Whereas the resolution of MRI is high (10-100 mm), its sensitivity is quite low (10-3-10-5
moles/L). Nevertheless, the capacity to derive both anatomical and
molecular/physiologic information simultaneously through MRI make it one of the
most promising imaging modalities. Its application in the clinic is expanding
despite its relatively high cost. Furthermore, as a research tool, MRI has been
used to image specific molecular interactions by the use of chemical agents
capable of altering MR signal intensity. Paramagnetic metal cations, such as
gadolinium or superaparamagnetic iron oxide nanoparticles have been used as
targeted MRI probes (Moore et al, 1997, 2000). Still, the low sensitivity of MRI makes it necessary
to deliver very high concentrations of probe at the target site in order to
achieve sufficient contrast for reliable imaging. Nevertheless, magnetic
resonance imaging has been used for multiple applications included but not
limited to cell trafficking (Josephson et al, 1999; Moore et al, 2002), and imaging of gene expression (Weissleder et al, 2000; Moore et al, 2001).
Originally, conventional MRI had a limited diagnostic
value for pancreatic cancer due to motion artifacts (respiratory, vascular,
peristaltic). Recently, however,
the use of more advanced MRI techniques, such as dynamic contrast enhanced MRI,
has led to considerable sensitivity levels, surpassing even those reported for
dual-phase helical CT. A comparative study found that MRI had an accuracy of
96% for predicting resectability vs. 81% for helical CT (Sheridan et al, 1999). Compared to endoscopic ultrasound, MRI was found to
have a positive predictive value of 77% vs. 69% for EUS. In determining
resectability, the negative predictive value (defining unresectability) was 76%
(Ahmad et al, 2000). Furthermore, MR imaging is reported to have higher
sensitivity for small liver metastases compared to CT (Santo, 2004). Additional advantages of MRI over CT derive from the
fact that it offers better soft-tissue contrast, prior to the administration of
iodinated contrast agents and that images can be acquired in multiple planes.
However, CT reportedly provides higher spatial resolution (Tamm et al, 2003).

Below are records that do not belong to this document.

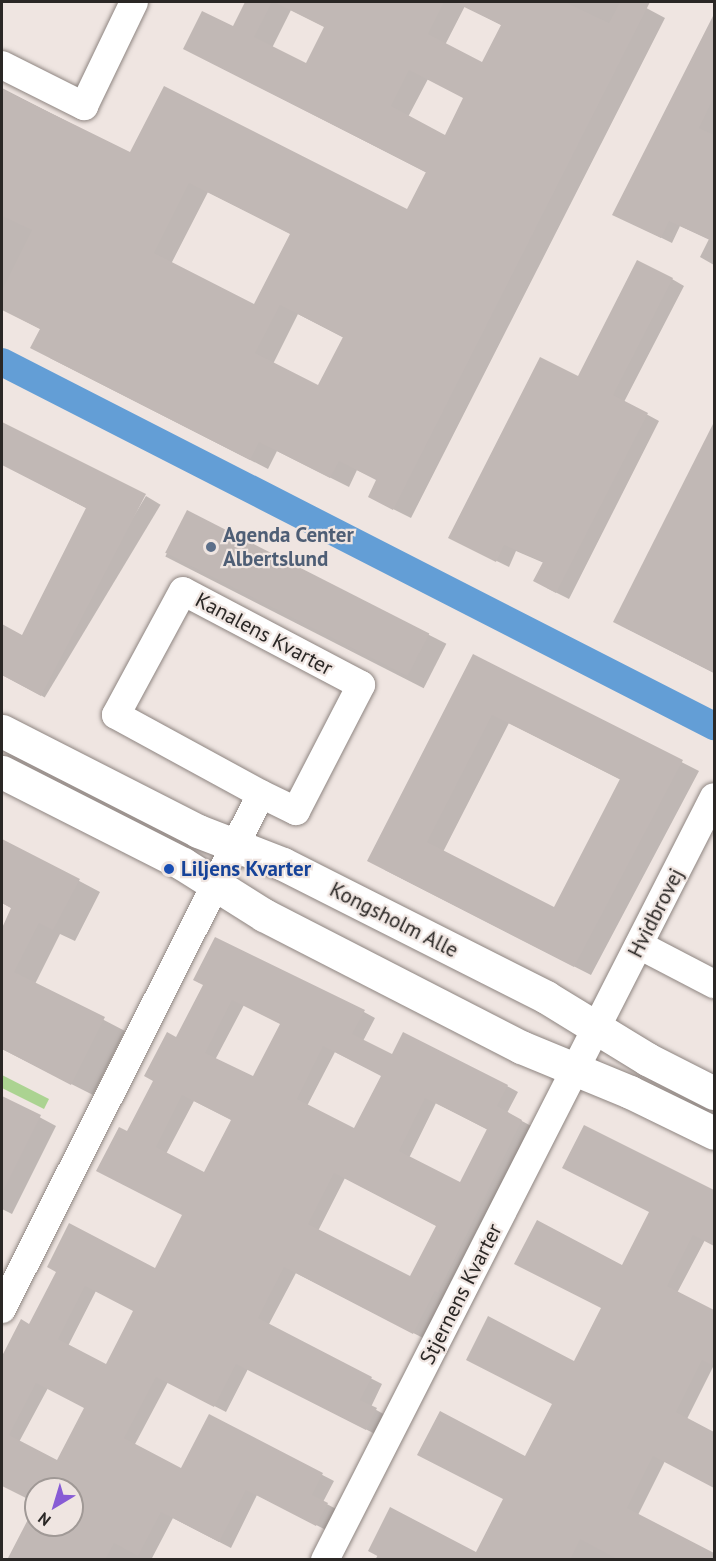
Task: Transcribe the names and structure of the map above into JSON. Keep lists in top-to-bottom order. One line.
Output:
{"streets":{"street":["Kanalens Kvarter","Hvidbrovej","Kongsholm Alle","Stjernens Kvarter"]},"crossings":[["Hvidbrovej","Kongsholm Alle"],["Hvidbrovej","Stjernens Kvarter"],["Kongsholm Alle","Stjernens Kvarter"]],"places":["Agenda Center Albertslund","Liljens Kvarter"],"north":"bottom left"}
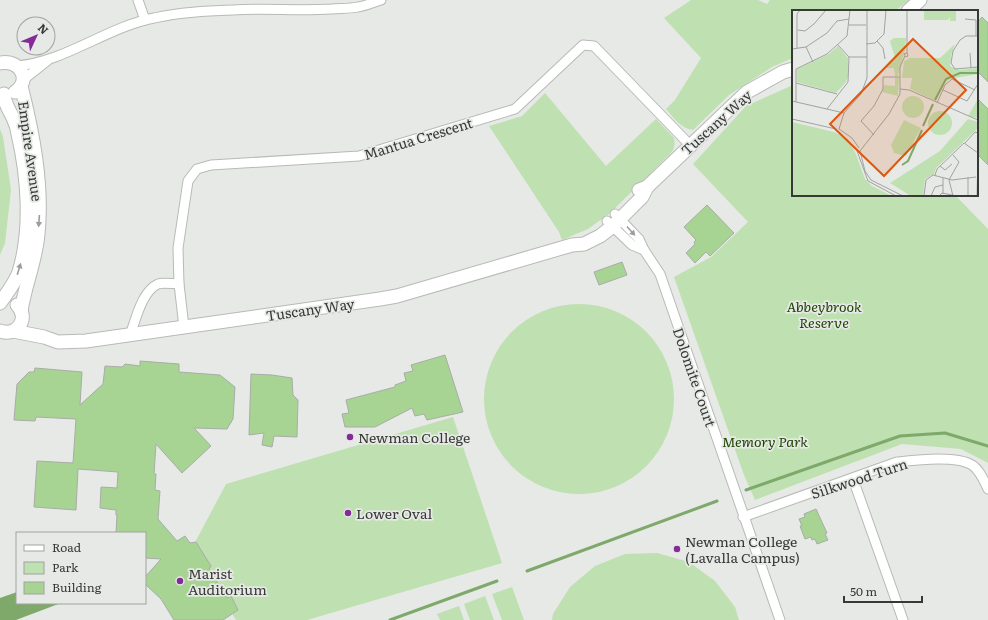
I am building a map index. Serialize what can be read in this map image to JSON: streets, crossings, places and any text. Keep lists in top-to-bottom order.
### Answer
{
  "streets": {
    "street": [
      "Tuscany Way",
      "Mantua Crescent",
      "Empire Avenue",
      "Dolomite Court",
      "Silkwood Turn"
    ]
  },
  "crossings": [
    ["Tuscany Way", "Mantua Crescent"],
    ["Tuscany Way", "Dolomite Court"],
    ["Dolomite Court", "Silkwood Turn"]
  ],
  "parks": ["Abbeybrook Reserve", "Memory Park"],
  "places": [
    "Newman College",
    "Lower Oval",
    "Newman College (Lavalla Campus)",
    "Marist Auditorium"
  ],
  "legend": ["Road", "Park", "Building"],
  "scale_bar": "50 m",
  "north": "top right"
}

The imaging protocols for detection of pancreatic
malignancy involve both T1 and T2-weighted sequences, or dynamically-enhanced
T1-weighted sequences. On T1-weighted images, the
normal pancreas has higher signal intensity than any other abdominal organ. Its
short T1 relaxation time has been attributed to the abundant protein and rough
endoplasmic reticulum contained within it. Fat-saturated T1-weighted sequences
are useful for distinguishing normal from abnormal pancreatic parenchyma (Winston et al, 1995). Also, T1-weighted sequences have been shown to be more efficient at reducing
motion artifacts than T2-weighted sequences (Steiner et al, 1989). T2-weighted sequences are typically used to
differentiate between benign and malignant liver lesions. Dynamic
contrast-enhanced MRI estimates blood flow using a computational algorithm. Its
capability to identify pancreatic malignancy rests on the fact that pancreatic
cancers are hypovascular relative to normal pancreas (Siegelman et al, 1995).
With its high sensitivity and tissue contrast,
specifically in applications involving contrast agents, e.g. gadolinium as a T1
contrast agent, and its capability to simultaneously provide anatomical and
functional information, as well as by the diversity of its applications, i.e.
pancreatography by means of MRCP and angiography by means of dynamic
contrast-enhanced MRI, the magnetic resonance imaging modality is likely to
replace other imaging tools, such as helical CT for instance, as the method of
choice in the diagnosis of pancreatic cancer.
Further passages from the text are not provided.